Yesterday, I realized how gossip-hungry we truly are. The more hurtful, complicated, and dirty the gossip is, the more we like it. And what's fascinating about gossip is that we help fuel it, giving it legs until (gasp!) it reaches the unfortunate subjects of the gossip. I haven't really thought about why we're fascinated with gossip. All I know is that we gossip about people we know and the people we know of. Yesterday, for instance, I received an email detailing the raunchy sexual adventures of a local celebrity. I doubt if any of us would be directly affected by this "news," still, it did manage to create a long and interesting thread of conversations among the email recipients. People who are supposed to be working (including myself) posted our on take on this naughty piece of information.

In case you've been hibernating for the past two years, there's this fabulous TV show about a group of rich, spoiled, and horny teenagers in NYC's Upper East Side called "Gossip Girl." The TV show is very very loosely based on Cecily von Ziegasar's Gossip Girl books young adults. When I learned in 2007 that CW was coming up with "Gossip Girl" the series, I got curious about the books and decided to check them out. I ended up reading all the 13 GG novels in 2008. No, I didn't enjoy the novels; I just like gossip.

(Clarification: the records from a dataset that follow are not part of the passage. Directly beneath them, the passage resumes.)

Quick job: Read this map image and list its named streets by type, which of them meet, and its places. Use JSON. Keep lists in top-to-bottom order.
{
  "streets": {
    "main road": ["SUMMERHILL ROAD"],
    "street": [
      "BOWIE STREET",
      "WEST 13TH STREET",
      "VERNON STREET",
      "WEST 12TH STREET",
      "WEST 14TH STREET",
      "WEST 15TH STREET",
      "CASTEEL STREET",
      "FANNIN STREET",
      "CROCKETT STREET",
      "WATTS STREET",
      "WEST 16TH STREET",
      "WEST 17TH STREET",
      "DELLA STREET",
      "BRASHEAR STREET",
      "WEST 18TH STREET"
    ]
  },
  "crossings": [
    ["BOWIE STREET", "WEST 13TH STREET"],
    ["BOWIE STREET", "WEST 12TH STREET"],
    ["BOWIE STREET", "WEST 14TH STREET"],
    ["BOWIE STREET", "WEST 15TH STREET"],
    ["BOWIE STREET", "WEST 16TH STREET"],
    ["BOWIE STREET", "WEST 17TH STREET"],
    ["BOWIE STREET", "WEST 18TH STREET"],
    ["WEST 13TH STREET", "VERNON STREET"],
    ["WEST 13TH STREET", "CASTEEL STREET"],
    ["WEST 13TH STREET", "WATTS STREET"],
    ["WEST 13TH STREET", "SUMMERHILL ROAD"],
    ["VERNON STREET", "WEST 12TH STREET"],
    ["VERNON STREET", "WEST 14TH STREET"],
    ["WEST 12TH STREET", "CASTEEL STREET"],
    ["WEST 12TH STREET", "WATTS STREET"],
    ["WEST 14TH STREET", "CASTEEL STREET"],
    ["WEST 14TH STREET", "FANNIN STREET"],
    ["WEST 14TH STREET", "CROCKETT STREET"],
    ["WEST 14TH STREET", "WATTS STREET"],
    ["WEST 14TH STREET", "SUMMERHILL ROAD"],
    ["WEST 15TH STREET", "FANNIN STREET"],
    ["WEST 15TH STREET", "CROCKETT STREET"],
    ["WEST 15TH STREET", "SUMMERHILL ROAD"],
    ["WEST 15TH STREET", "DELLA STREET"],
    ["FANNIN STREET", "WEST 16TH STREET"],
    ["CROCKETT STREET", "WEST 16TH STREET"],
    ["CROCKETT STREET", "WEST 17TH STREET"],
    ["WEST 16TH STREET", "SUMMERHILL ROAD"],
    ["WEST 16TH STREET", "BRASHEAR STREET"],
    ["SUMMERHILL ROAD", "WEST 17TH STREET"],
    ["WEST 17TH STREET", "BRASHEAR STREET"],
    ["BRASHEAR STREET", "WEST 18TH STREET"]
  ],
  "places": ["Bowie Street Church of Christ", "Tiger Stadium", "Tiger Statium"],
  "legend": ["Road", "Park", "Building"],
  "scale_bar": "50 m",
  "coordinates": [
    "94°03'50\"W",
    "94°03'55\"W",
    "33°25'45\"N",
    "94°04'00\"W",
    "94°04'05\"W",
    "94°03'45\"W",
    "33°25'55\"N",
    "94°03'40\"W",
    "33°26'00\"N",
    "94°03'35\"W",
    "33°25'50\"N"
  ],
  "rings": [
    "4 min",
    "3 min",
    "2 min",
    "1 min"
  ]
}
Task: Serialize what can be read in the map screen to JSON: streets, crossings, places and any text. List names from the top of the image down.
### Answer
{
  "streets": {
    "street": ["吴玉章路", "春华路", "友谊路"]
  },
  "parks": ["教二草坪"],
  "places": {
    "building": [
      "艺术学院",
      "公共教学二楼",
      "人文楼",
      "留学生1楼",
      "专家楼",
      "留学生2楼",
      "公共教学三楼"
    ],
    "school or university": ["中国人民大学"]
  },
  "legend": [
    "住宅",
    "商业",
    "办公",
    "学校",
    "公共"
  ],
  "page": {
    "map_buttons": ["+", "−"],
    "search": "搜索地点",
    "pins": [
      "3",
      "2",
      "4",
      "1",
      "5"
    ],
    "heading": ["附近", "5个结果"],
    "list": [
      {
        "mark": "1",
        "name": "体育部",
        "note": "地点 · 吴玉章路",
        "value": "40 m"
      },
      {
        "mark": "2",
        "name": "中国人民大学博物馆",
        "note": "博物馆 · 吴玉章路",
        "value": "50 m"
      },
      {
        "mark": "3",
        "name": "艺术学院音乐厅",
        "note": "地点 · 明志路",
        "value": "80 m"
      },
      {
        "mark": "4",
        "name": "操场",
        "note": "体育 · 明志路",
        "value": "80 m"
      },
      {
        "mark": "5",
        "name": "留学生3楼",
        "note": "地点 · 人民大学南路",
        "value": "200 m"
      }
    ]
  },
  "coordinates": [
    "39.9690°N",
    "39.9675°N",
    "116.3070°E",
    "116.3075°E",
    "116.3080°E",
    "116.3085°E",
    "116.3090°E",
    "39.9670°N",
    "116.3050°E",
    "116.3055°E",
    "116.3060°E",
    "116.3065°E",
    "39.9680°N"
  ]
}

Similar to the TV series, the books follow the exploits of Serena van der Woodsen, Blair Waldorf, Nate Archibald, Chuck Bass, Daniel and Jenny Humphrey and other forgettable characters. Gossip Girl, a blogger who remains unidentified until the end of the books, broadcasts their affairs to the rest of the young NYC elite. If you want to read the GG novels quickly, I suggest you just read Gossip Girl's blog, which are usually found at the beginning of the chapter. You'll end up not wasting your precious time and money if you do.

There are no distinct plot lines for each of the 13 books. I don't even get how von Ziegesar comes up with her titles (Don't You Forget about Me, Would I Lie to You, etc.). The titles are irrelevant; you can actually interchange them and they wouldn't make a difference at all on how the story goes. von Ziegesar stretches the already thin story line until the last book. The characters all exchange bodily fluids with one another; you get lost as to who's sleeping with whom. It's ridiculous. Blair, the only character that has promise at the start, becomes your cookie cutter mean bitch. The rest of her gang are cardboard cutouts in Prada and Miu Miu handbags. Dan, the brooding high school poet, makes you happy that he doesn't get the rich girl. He gets anxious about problems which are not problematic at all. Maybe it's just the poet in him, or perhaps he's just an idiot. Serena's character is two-dimensional. She only appears to be involved in the story when people gossip about her. Serena's character is symbolic of the rich NYC crowd in the GG books -- effortlessly fabulous, carefree, promiscuous, and shallow.

The Gossip Girl books, despite my having lost several months reading them, doesn't need brain work at all. You read them because they're about the rich and everyone wants to know about the rich. Even the rich would like to know what other rich folk are doing. The GG books are simply books about, well, gossip and nothing much else. Shame on you for thinking that these books would tackle anything profound or serious. Just look at the covers! If you want to get the most out of your GG books, arrange them vertically on your bookshelf with only their spines showing. This way, you add pastel colors to your shelf.


Rhett said...

This sounds oh so familiar.

Charlotte said...

I tried to read the first book... I really tried (I always end up dozing). Perhaps I am not THAT into gossip... BWAHAHAHA!

mitch ramirez said...

"If you want to get the most out of your GG books, arrange them vertically on your bookshelf with only their spines showing. This way, you add pastel colors to your shelf. "

-I really laughed at this. It's so YOU!!! haha

Peter Michael C. Sandico said...

Hi Mitch!!! Ganon, I never really thought about it that way.